Noah Smith led off his recent “apology” to libertarians with a truncated list of things he’s long disagreed with libertarians about. For instance, he claims (without evidence) that a society defined by a lack of public goods would be poorer (would be” is operative since no such society exists).
Addressing the poorer angle first, one supposes Smith would agree that the central production and allocation of resources would be impoverishing, which at least raises the question why he thinks what’s impoverishing in total is wealth-enhancing if utilized in limited fashion. As for government itself, Smith pretends that libertarians are reflexively anti-government. No, libertarians disdain excessive centralized government. Libertarians are about choice, and think government should be largely local (and taxation largely local) so that free individuals can choose the kind of government they want, along with its cost.

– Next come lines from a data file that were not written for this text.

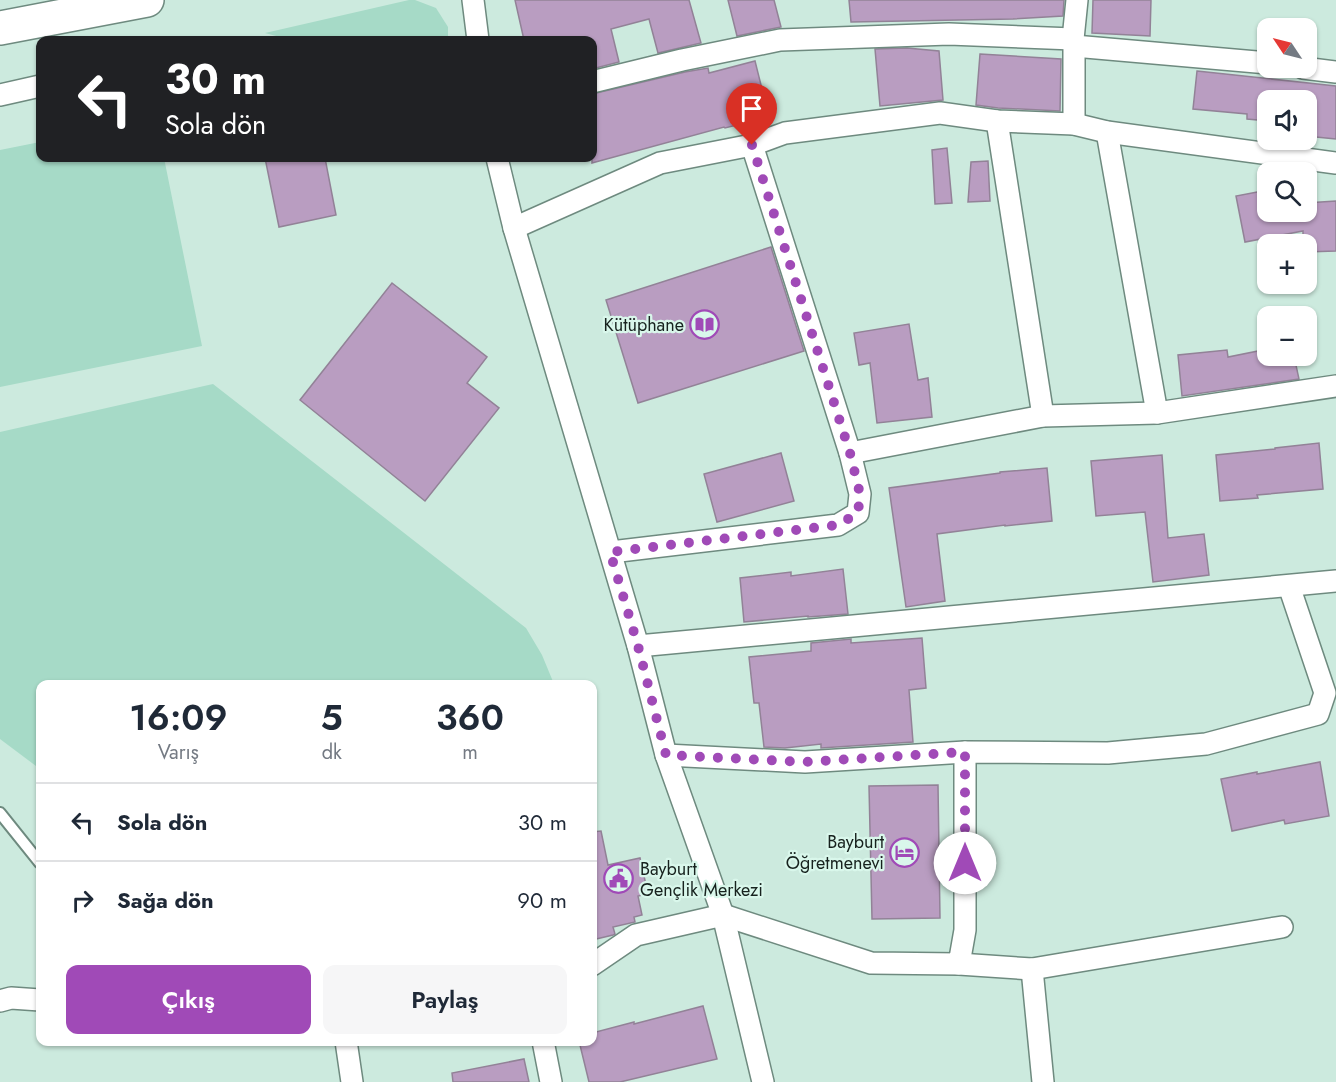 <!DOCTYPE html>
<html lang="tr">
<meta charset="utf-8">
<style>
:root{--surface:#fff;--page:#f6f6f7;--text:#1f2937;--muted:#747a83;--line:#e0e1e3;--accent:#a04ab7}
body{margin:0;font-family:Jost,sans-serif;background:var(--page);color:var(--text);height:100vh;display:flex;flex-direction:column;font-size:22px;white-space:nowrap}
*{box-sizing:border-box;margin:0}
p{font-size:20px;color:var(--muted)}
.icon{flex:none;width:33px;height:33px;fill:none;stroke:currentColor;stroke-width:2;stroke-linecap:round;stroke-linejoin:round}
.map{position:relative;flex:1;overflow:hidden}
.drawer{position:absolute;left:36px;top:680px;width:561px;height:366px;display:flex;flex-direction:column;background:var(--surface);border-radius:12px;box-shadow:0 2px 4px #0004}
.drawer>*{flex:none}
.banner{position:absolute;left:36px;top:36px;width:561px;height:126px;border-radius:12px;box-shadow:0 2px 4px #0004;background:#202124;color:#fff;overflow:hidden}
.needle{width:39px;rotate:305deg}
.controls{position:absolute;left:1257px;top:18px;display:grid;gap:12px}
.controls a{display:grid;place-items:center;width:60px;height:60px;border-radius:12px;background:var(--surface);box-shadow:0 2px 4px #0004;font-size:30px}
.pin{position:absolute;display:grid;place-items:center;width:51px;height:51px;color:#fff;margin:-62px -26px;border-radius:50% 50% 50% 0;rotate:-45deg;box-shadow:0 0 6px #0007}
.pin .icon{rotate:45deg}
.me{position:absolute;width:66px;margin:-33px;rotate:0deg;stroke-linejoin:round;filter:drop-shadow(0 0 4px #0008)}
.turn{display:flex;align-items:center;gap:21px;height:126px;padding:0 30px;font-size:27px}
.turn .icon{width:78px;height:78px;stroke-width:2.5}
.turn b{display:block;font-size:42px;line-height:51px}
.eta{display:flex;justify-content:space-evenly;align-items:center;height:102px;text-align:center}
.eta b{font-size:36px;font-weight:600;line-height:42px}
.cta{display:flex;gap:12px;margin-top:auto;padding:12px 30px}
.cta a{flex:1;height:69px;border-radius:12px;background:var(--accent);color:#fff;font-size:24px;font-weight:600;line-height:69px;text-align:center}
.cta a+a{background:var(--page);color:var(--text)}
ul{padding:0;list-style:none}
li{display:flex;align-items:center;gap:18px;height:78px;padding:0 30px;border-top:2px solid var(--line)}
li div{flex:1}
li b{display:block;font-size:22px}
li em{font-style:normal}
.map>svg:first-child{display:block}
</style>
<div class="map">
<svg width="1336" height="1082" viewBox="0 0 1336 1082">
<rect width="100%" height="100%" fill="#cceade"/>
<g fill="#a6dac7">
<path d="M409,0H415L436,8L448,27V40H291L265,33Z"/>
<path d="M40,142V158H164L202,346L0,387V150Z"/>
<path d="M213,384L526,628L542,655L554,684H40V769L0,739V432Z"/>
</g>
<g fill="#b99dc1" stroke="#928297" stroke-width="1.5">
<path d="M515,0H689L701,43L658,53L649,19L611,29L619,62L592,69V40H524Z"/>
<path d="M728,0H774L781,27L737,36Z"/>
<path d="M849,0H1064L1063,16L1013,19L851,22Z"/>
<path d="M1093,0H1151L1150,36L1092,33Z"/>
<path d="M907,48L939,51L943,100L880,106L875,49Z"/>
<path d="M980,54L1061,59L1060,111L998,108L976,105Z"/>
<path d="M755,61L769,117L725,128L724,127L592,163V94L685,72L708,68L709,73Z"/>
<path d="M1197,71L1336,86V139L1306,136V100H1268V121L1247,119V114L1193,109Z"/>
<path d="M947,148L952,203L935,204L932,150Z"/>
<path d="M265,158H325L336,215L279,227Z"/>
<path d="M988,161L990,201L968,202L971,162Z"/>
<path d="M1268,190V212H1306V203L1336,201V251L1306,252V244H1303V231L1245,242L1236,196Z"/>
<path d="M771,247L804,351L638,403L606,300Z"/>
<path d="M392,283L487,357L467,383L499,408L425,501L300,400Z"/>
<path d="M909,324L918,380L928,378L932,417L877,423L870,363L859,365L854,333Z"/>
<path d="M1268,349V356H1294L1299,379L1182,396L1178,355L1227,350L1228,357Z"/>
<path d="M1319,443L1323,489L1257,495L1258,498L1220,501L1216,455L1275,449V448Z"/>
<path d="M781,453L794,501L717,522L704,474Z"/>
<path d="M1162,455L1168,538L1204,534L1209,575L1153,582L1145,512L1096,516L1091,461Z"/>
<path d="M1047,468L1052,521L1005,526V525L937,534L945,601L906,607L889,488L1000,473V472Z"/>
<path d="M843,569L848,614L808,617V616L744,622L740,578L791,572V576Z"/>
<path d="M922,638L926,688L909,690L913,742L821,748V744L785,748L764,747L759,703H754L749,657L811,651V643L851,639V643Z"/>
<path d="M1320,762L1329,816L1285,824L1284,820L1232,831L1221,779L1257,772V774Z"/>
<path d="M938,785L940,918L872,919L869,786Z"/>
<path d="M601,831L608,865L640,858L648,894L638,896L642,915L634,917L635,922L613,927L615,934L613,935L592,940V832Z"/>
<path d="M703,1006L717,1059L620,1082H589L579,1041H592V1033L634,1022V1024Z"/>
<path d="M524,1059L529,1082H453L452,1073Z"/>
</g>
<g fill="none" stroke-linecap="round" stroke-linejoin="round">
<defs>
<path id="service" d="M0,813L40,863"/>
<g id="minor">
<path d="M473,0L478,40"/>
<path d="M1074,46L1268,63"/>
<path d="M1303,68L1336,72"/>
<path d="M592,82L682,60L780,40L949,34L1073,39"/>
<path d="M0,95L40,86"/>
<path d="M997,121L1043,416"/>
<path d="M1074,124V46L1073,39L1077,0"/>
<path d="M1107,132L1157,413"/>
<path d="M497,158L514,228L638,646L666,755L723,915L763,1082"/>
<path d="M514,228L660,163L752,145L785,133L940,113L997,121L1074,124L1107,132L1336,163"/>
<path d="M850,453L1043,416L1157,413L1336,386"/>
<path d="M611,552L838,525L858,513L860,494L850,453L752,145"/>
<path d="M638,646L1336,581"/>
<path d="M666,755L805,762L965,752L1108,753L1206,744L1318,714L1325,693L1289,586"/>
<path d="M959,964L1032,969L1282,927"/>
<path d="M592,965L636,935L723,915L871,963L959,964L965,930V752"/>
<path d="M1032,969L1043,1082"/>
<path d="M0,1001L11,998L40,1000"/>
<path d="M346,1041L352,1082"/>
<path d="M543,1041L551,1082"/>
</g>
<path id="trunk" d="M0,28L147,0"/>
</defs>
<use href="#service" stroke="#6e8a7f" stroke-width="14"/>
<use href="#minor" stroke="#6e8a7f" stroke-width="24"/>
<use href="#trunk" stroke="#6e8a7f" stroke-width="36"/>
<use href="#service" stroke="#fff" stroke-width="10"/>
<use href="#minor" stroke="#fff" stroke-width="21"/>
<use href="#trunk" stroke="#fff" stroke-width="33"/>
</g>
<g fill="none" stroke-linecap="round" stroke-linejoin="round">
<path stroke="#a04ab7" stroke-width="10" stroke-dasharray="0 18" d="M752,145L850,453L860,494L858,513L838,525L610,552L638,646L666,755L804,762L965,752V863"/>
</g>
<defs>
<symbol id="library-ring" viewBox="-11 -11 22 22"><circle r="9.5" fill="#d9f7eb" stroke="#a04ab7" stroke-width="1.5"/><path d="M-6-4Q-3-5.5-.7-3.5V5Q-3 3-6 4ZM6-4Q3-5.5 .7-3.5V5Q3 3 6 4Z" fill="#a04ab7"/></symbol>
<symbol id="hotel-ring" viewBox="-11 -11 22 22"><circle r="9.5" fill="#d9f7eb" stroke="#a04ab7" stroke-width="1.5"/><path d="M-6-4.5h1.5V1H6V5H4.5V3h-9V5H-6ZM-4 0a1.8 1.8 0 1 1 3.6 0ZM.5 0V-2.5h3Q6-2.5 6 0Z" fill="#a04ab7"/></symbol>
<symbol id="civic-ring" viewBox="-11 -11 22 22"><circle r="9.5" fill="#d9f7eb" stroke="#a04ab7" stroke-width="1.5"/><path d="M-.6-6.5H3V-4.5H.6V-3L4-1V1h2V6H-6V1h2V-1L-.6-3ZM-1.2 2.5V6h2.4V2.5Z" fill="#a04ab7"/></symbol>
</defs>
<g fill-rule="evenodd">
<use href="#library-ring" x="688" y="308" width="33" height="33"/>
<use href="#hotel-ring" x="888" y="836" width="33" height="33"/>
<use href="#civic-ring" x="602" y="862" width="33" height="33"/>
</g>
<g text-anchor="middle" stroke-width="4.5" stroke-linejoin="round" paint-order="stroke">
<g font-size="18" fill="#17221e" stroke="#d9f7eb" text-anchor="end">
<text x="684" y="331">Kütüphane</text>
<text x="884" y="848">Bayburt<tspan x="884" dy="21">Öğretmenevi</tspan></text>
<text x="640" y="875" text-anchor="start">Bayburt<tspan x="640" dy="21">Gençlik Merkezi</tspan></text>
</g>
</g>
</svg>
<div class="controls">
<a><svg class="needle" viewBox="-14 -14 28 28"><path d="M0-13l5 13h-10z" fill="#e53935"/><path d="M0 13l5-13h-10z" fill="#747a83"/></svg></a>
<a><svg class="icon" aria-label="sound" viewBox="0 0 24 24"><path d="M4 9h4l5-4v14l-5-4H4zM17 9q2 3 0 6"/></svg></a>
<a><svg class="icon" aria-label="search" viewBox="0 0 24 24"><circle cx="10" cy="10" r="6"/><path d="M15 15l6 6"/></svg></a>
<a>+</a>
<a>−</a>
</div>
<div class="pin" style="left:752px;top:145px;background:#d93025"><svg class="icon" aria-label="arrive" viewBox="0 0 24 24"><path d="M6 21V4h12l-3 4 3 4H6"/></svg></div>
<svg class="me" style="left:965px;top:863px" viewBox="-20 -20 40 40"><circle r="19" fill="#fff"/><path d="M0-13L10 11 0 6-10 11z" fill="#a04ab7"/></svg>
<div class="banner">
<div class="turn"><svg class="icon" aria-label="left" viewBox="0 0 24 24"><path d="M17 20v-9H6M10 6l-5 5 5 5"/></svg><div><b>30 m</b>Sola dön</div></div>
</div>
<section class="drawer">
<div class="eta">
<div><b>16:09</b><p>Varış</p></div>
<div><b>5</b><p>dk</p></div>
<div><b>360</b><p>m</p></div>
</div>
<ul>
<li><svg class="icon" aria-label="left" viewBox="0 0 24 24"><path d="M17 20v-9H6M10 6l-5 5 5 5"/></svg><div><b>Sola dön</b></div><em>30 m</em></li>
<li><svg class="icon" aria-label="right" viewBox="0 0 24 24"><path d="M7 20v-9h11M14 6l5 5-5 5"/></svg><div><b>Sağa dön</b></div><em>90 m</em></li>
</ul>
<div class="cta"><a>Çıkış</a><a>Paylaş</a></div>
</section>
</div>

Smith contends “some libertarians argue that people should be able to sell themselves into slavery.” It brings to mind conservative opposition to marital freedom, that eventually people will marry their dog, their doll, or some other one in a million entity. Smith’s own one-in-a-zillion critique had this reader wondering if he’s ever spent time with an actual libertarian. As someone who’s enjoyed weekly lunches with the co-founder of the libertarian Cato Institute (Ed Crane) for over twenty years, along with Crane’s much bigger libertarian network, this is the first I’ve ever heard of libertarians clamoring for the right to choose their own enslavement…
Smith follows his critiques that he claims “are all valid and true” to this day with the “apology” that launched thousands and thousands of e-mails. The instigator? It’s been “libertarian Rand Paul who has come out as one of the tariffs’ strongest rhetorical opponents in Congress.” Except that it doesn’t take a libertarian to be against something as mindless as a tariff, it just takes common sense. No doubt libertarians are more consistent about the abject stupidity of tariffs than are conservatives of late, but really?
It raises a counterfactual. What if Joe Biden had imposed tariffs without congressional approval. Oh wait, Biden did do just that, or in other instances Biden let stand the tariffs that Donald Trump mindlessly imposed during his first term as president. It’s no reach to suggest that if Sen. Paul had put Biden’s taxing power to a vote that the proverbial dog might have eaten the Noah Smith essay that so many libertarians naively ate. In other words, it’s hard not to wonder if Smith’s apology is really just a way for Smith to make nice with anyone at odds with Trump.
It’s a question worth asking because not long after his faint praise, Smith reverted to critiques of libertarians. Supposedly their ideological rigidity “proved inadequate” to “preserving U.S. defense manufacturing capacity in the face of Chinese competition,” which was impossible not to chuckle about. Really, when in modern life have libertarians ever had any say about foreign policy? Smith then pivots to other things libertarianism “proved inadequate” to including “speeding the adoption of green technologies, redistributing the gains from trade and technology, and driving forward technological progress in an age of exploding research costs.”
Actually, it’s the libertarian embrace of free trade that answers Smith’s platitudes. The beauty of free trade (among other things) is that it’s as if everything produced in the world is being made next door, or across the street. Which means that if Smith’s global warming alarmism proves valid, Americans will be able to import technology that mitigates the warming as though it had been created in northern California, along with the other technologies and progress Smith thinks libertarianism has long stood athwart.
Smith’s apology wasn’t really an apology, it was just a chance to nail Trump. Profiles in courage. As for the libertarians made giddy by the apology, their glee reads as apologetic. And it shrinks libertarianism.